Purple water, pure water of chance because I owe you a novel (which I promise to finish) and the many things that you inherited from my children and yes, I owe you my autumnal and cyclical propensity to wear faintly striped pajamas and feel that I follow your lead. shadow in the middle of Yankee Stadium and I owe you the indelible memory of not a few times that we went together to bullfights and that foggy afternoon when together with David Huerta we spent hours singing three voices of pure Yucatecan trova, pure old Cuban trova as Three-sided coin, your Villaurrutia Prize book, fado portrait of three tormented wills, and between strings danced the shadow of your black dog called Depression and the tablecloths smelled of Jamaica and mineral water, dismounted from the rack of alcohol in a strange drunkenness sober of synchronicities.
I told Panchucaro aloud the first line of the first novel I wrote when I was shepherding other people’s words, as an apprentice editor under the guidance of Adolfo Castanon and under the tutelage of Jorge Ruiz Duenas… when the Fund was the fund that I played with the increased spirit of inventing the Collection Fund 2000, among whose 150 volumes I was instructed to edit Fuego de Pobres by Ruben Bonifaz Nuno.

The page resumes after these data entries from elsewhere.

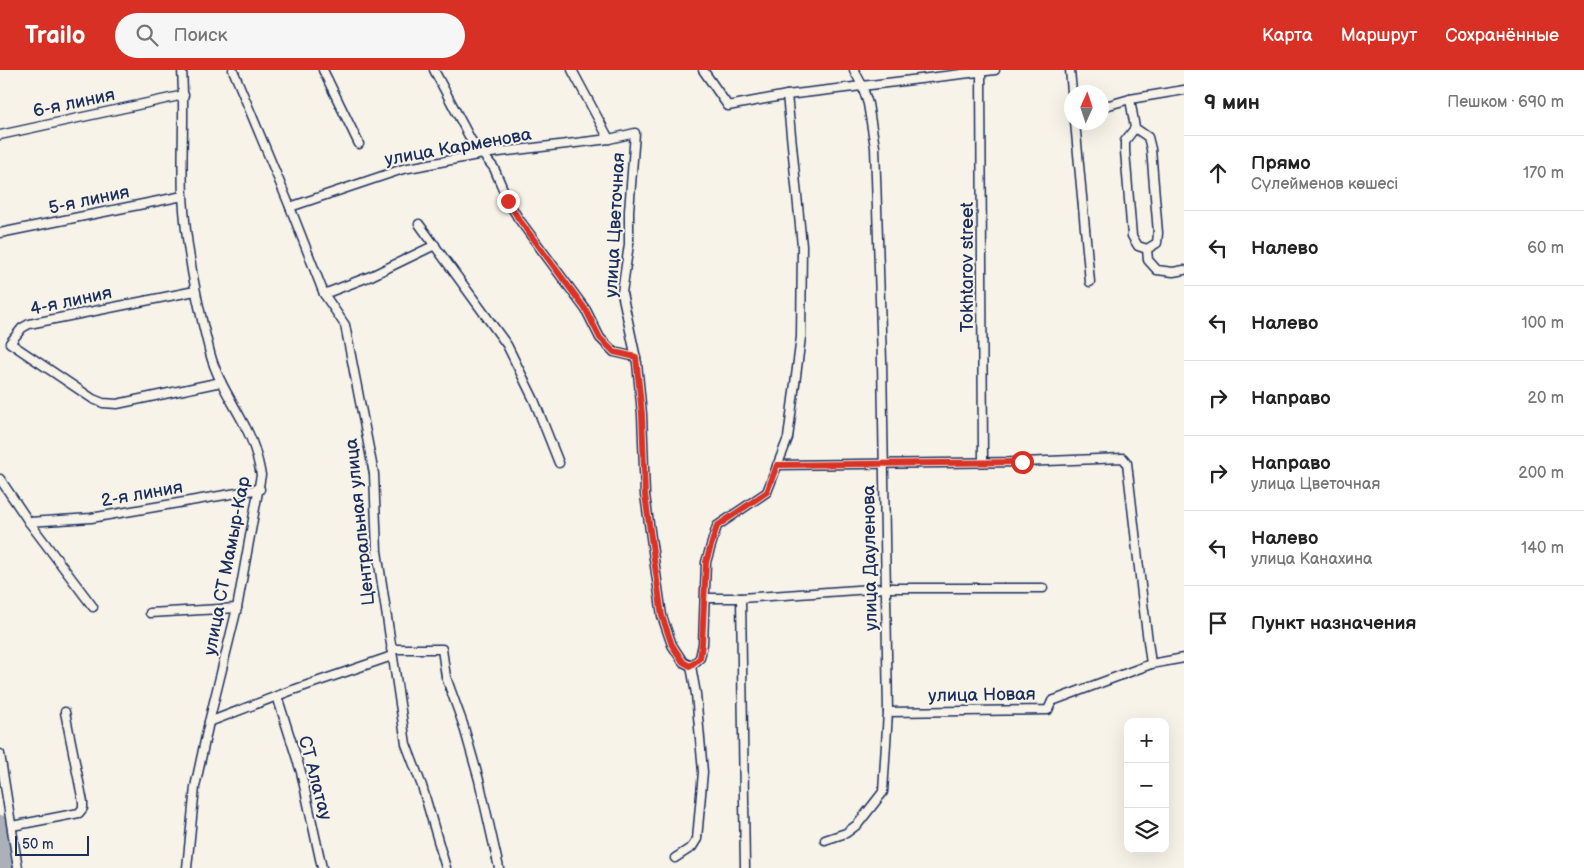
<!DOCTYPE html>
<html lang="ru">
<meta charset="utf-8">
<style>
:root{--surface:#fff;--page:#f6f6f6;--text:#222;--muted:#767676;--line:#e0e0e0;--accent:#d93025}
body{margin:0;font-family:"Balsamiq Sans",sans-serif;background:var(--page);color:var(--text)}
.controls{position:absolute;right:15px;bottom:15px;display:grid;overflow:hidden;border-radius:10px;box-shadow:0 5px 20px #0002}
.controls button{width:45px;height:45px;display:grid;place-items:center;padding:0;border:0;border-bottom:1px solid var(--line);background:var(--surface);color:var(--text);font:25px sans-serif}
.compass{position:absolute;left:1064px;top:15px;width:45px;height:45px;border-radius:50%;background:var(--surface);box-shadow:0 5px 20px #0002;rotate:3deg}
.scale{position:absolute;left:15px;bottom:12px;width:74px;box-sizing:border-box;padding-left:5px;border:2px solid #1b2f5e;border-top:0;font-size:14px;line-height:18px;white-space:nowrap;color:#1b2f5e;-webkit-text-stroke:4px #f7f3e8;paint-order:stroke}
.stop{position:absolute;width:15px;height:15px;margin:-11px;border:4px solid #d93025;border-radius:50%;background:#fff}
.stop.end{background:#d93025;border-color:#fff;box-shadow:0 1px 5px #0008}
.list{margin:0;padding:0;list-style:none}
h2{display:flex;justify-content:space-between;align-items:center;height:65px;margin:0;padding:0 20px;font-size:21px}
h2 small{font-size:16px;font-weight:400;color:var(--muted)}
.list li{display:grid;grid-template-columns:32px 1fr auto;gap:15px;align-items:center;box-sizing:border-box;height:75px;padding:0 20px;border-top:1px solid var(--line)}
.list b{display:block;font-size:19px;white-space:nowrap}
.list p{margin:0;font-size:16px;white-space:nowrap;color:var(--muted)}
.list em{font-size:16px;font-style:normal;color:var(--muted)}
.icon{flex:none;width:28px;height:28px;fill:none;stroke:currentColor;stroke-width:2;stroke-linecap:round;stroke-linejoin:round}
.map{position:relative;flex:none;width:1184px;height:798px;overflow:hidden}
header{display:flex;align-items:center;gap:30px;box-sizing:border-box;height:70px;padding:0 25px;background:var(--accent);color:#fff}
header strong{font-size:24px}
nav{display:flex;gap:28px;margin-inline-start:auto;font-size:18px}
.search{width:350px;height:45px;background:var(--page);display:flex;align-items:center;gap:12px;box-sizing:border-box;padding:0 18px;border-radius:28px;color:var(--muted);font-size:19px}
main{display:flex}
aside{flex:1;background:var(--surface)}
.map>svg:first-child{display:block}
</style>
<header>
<strong>Trailo</strong>
<div class="search"><svg class="icon" aria-label="search" viewBox="0 0 24 24"><circle cx="10" cy="10" r="6"/><path d="M15 15l6 6"/></svg>Поиск</div>
<nav><a>Карта</a><a>Маршрут</a><a>Сохранённые</a></nav>
</header>
<main>
<div class="map">
<svg width="1184" height="798" viewBox="0 0 1184 798">
<rect width="100%" height="100%" fill="#f7f3e8"/>
<filter id="ink" filterUnits="userSpaceOnUse"><feTurbulence type="fractalNoise" baseFrequency=".02" numOctaves="2"/><feDisplacementMap in="SourceGraphic" scale="10" xChannelSelector="R" yChannelSelector="G"/><feConvolveMatrix kernelMatrix="1 2 1 2 8 2 1 2 1" color-interpolation-filters="sRGB"/></filter>
<g filter="url(#ink)">
<g fill="none" stroke-linecap="round" stroke-linejoin="round">
<!-- river -->
<path stroke="#acb0b9" stroke-width="18" d="M0 754 6 798"/>
<defs>
<g id="minor">
<path d="M182 0C185 42 181 84 183 126 186 178 197 233 210 283 217 310 234 334 246 358 254 373 258 389 261 405L237 538 209 652 195 717 187 798"/>
<path d="M233 0 290 137 324 224 345 255 374 404 377 481 406 674 422 716 446 798"/>
<path d="M323 0 359 74"/>
<path d="M434 0 471 70 494 98 508 131 518 148 586 240 600 268 614 282 636 287"/>
<path d="M572 0 609 69"/>
<path d="M703 0 728 36 787 25 995 0"/>
<path d="M1070 0 1072 22"/>
<path d="M981 2 983 392"/>
<path d="M1130 29 1135 58 1125 71V81L1132 166 1138 176 1147 179 1157 173 1158 163 1151 79 1148 67 1135 58"/>
<path d="M1102 37 1130 29 1184 20"/>
<path d="M1075 52 1090 212"/>
<path d="M0 65 184 25"/>
<path d="M290 137 403 99 483 84 609 69 635 63 629 141V174L622 223 637 293 642 344 645 425 662 546 672 575 683 592 691 596 700 588 703 574 706 492 717 456 767 422 788 368 801 267 802 176 787 25"/>
<path d="M419 154 507 275 534 330 559 393"/>
<path d="M0 163 183 126"/>
<path d="M1147 179 1148 190 1157 200 1173 202 1184 200"/>
<path d="M195 221 29 254 22 258 10 273 93 329 103 333 117 334 221 312"/>
<path d="M324 224 371 206 435 175"/>
<path d="M777 395 1022 392 1123 388 1127 393 1143 533 1151 594"/>
<path d="M0 409 29 452 93 537"/>
<path d="M29 452 91 448 260 419"/>
<path d="M705 528H741L885 518H1043"/>
<path d="M741 528 745 798"/>
<path d="M150 543 237 538"/>
<path d="M391 579H442L446 607 463 654 479 710 499 798"/>
<path d="M277 626 301 702 322 798"/>
<path d="M888 642 1048 640 1052 631 1151 594 1184 588"/>
<path d="M209 652 290 621 392 586"/>
<path d="M0 684 18 798"/>
<path d="M12 756 79 743 83 738V732L65 642"/>
<path d="M825 770 846 763 858 754 883 722 888 642 882 291 875 77 868 34 862 15 854 0"/>
<path d="M675 788 692 777 697 769 703 702 696 624 691 596"/>
</g>
</defs>
<!-- minor casing -->
<use href="#minor" stroke="#1b2f5e" stroke-width="11"/>
<!-- minor -->
<use href="#minor" stroke="#f7f3e8" stroke-width="8"/>
</g>
</g>
<g fill="none" stroke-linecap="round" stroke-linejoin="round" filter="url(#ink)">
<!-- route -->
<path stroke="#d93025" stroke-width="6" d="M508 131 518 148 586 240 600 268 614 282 636 287 642 344 645 425 662 546 672 575 683 592 690 596 700 588 702 574 706 492 717 456 767 422 777 395 1022 392"/>
</g>
<g text-anchor="middle" dominant-baseline="central" stroke-width="4" stroke-linejoin="round" paint-order="stroke">
<!-- street labels -->
<g font-size="18" fill="#1b2f5e" stroke="#f7f3e8">
<text transform="translate(74 33) rotate(-12)">6-я линия</text>
<text transform="translate(458 77) rotate(-10)">улица Карменова</text>
<text transform="translate(89 130) rotate(-12)">5-я линия</text>
<text transform="translate(615 155) rotate(-87)">улица Цветочная</text>
<text transform="translate(967 197) rotate(-90)">Tokhtarov street</text>
<text transform="translate(71 231) rotate(-12)">4-я линия</text>
<text transform="translate(142 424) rotate(-10)">2-я линия</text>
<text transform="translate(360 452) rotate(-96)">Центральная улица</text>
<text transform="translate(870 488) rotate(-91)">улица Дауленова</text>
<text transform="translate(227 496) rotate(-79)">улица СТ Мамыр-Кар</text>
<text transform="translate(982 625) rotate(-1)">улица Новая</text>
<text transform="translate(315 708) rotate(75)">СТ Алатау</text>
</g>
</g>
</svg>
<div class="controls">
<button>+</button>
<button>−</button>
<button><svg class="icon" aria-label="layers" viewBox="0 0 24 24"><path d="M12 4l9 5-9 5-9-5zM3 14l9 5 9-5"/></svg></button>
</div>
<svg class="compass" viewBox="-18 -18 36 36"><path d="M0-13l5 13h-10z" fill="#e53935"/><path d="M0 13l5-13h-10z" fill="#767676"/></svg>
<div class="scale">50 m</div>
<div class="stop" style="left:1022px;top:392px"></div>
<div class="stop end" style="left:508px;top:131px"></div>
</div>
<aside>
<h2>9 мин<small>Пешком · 690 m</small></h2>
<ul class="list">
<li><svg class="icon" aria-label="ahead" viewBox="0 0 24 24"><path d="M12 20V5M6 11l6-6 6 6"/></svg><div><b>Прямо</b><p>Сүлейменов көшесі</p></div><em>170 m</em></li>
<li><svg class="icon" aria-label="left" viewBox="0 0 24 24"><path d="M17 20v-9H6M10 6l-5 5 5 5"/></svg><div><b>Налево</b></div><em>60 m</em></li>
<li><svg class="icon" aria-label="left" viewBox="0 0 24 24"><path d="M17 20v-9H6M10 6l-5 5 5 5"/></svg><div><b>Налево</b></div><em>100 m</em></li>
<li><svg class="icon" aria-label="right" viewBox="0 0 24 24"><path d="M7 20v-9h11M14 6l5 5-5 5"/></svg><div><b>Направо</b></div><em>20 m</em></li>
<li><svg class="icon" aria-label="right" viewBox="0 0 24 24"><path d="M7 20v-9h11M14 6l5 5-5 5"/></svg><div><b>Направо</b><p>улица Цветочная</p></div><em>200 m</em></li>
<li><svg class="icon" aria-label="left" viewBox="0 0 24 24"><path d="M17 20v-9H6M10 6l-5 5 5 5"/></svg><div><b>Налево</b><p>улица Канахина</p></div><em>140 m</em></li>
<li><svg class="icon" aria-label="arrive" viewBox="0 0 24 24"><path d="M6 21V4h12l-3 4 3 4H6"/></svg><div><b>Пункт назначения</b></div></li>
</ul>
</aside>
</main>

I worked on the pocket-size and accessible edition of that minimum monumental tome over various after-meal conversations shared with Bonifaz at the Club Espana, and Francisco Hernandez was often talked about without us being able to imagine—the already blind Poet and the blinded Editor out of admiration—that the random water brought together the name of Bonifaz Nuno with that of Francisco Hernandez in a remarkable International Prize that starts with a posh motto and at least another happy synchrony or coincidence: after the Fondo 2000 Collection my life as an Editor was prolonged under the guidance of Joaquin Diez-Canedo and the tutelage of Consuelo Saizar (when the Fund was still the Fund) and there I had, as if it were a Master’s Degree in Letters or a Doctorate in Sensibility, the happy privilege of editing El corazon y su avispero by Francisco Hernandez in a new Mockingbird Collection, honoring the famous typo from the times of Alfonso Reyes and the father of Joaquin Diez-Canedo who, by instructing the word Mockingbird over the phone, became in Tezontle, because that’s what he thought he heard on the other side of the line and at the foot of the printing press, Maestro Torres, longed for typographer from when every background (editorial) carried in the background the entrails of the capital poets, the prose of true writers, the efforts of the old editing and orthotypographic correction work and the perspiration of the almost mobile type printing presses… all this as part of the wise sap that writers such as Ruben Bonifaz Nuno carried in their saliva and that give loneliness to a prize that receives prestige by celebrating the work of Francisco Hernandez, figure of bullfighting, third batter among the Bronx bombers, reveler without strings, sudden and timeless… unconditional friend who saves my life -just for today- every time I read you, every time I I think and yes, every time I miss you so much on the sea that actually unites us so much despite the time… so close that I call you Panchucaro.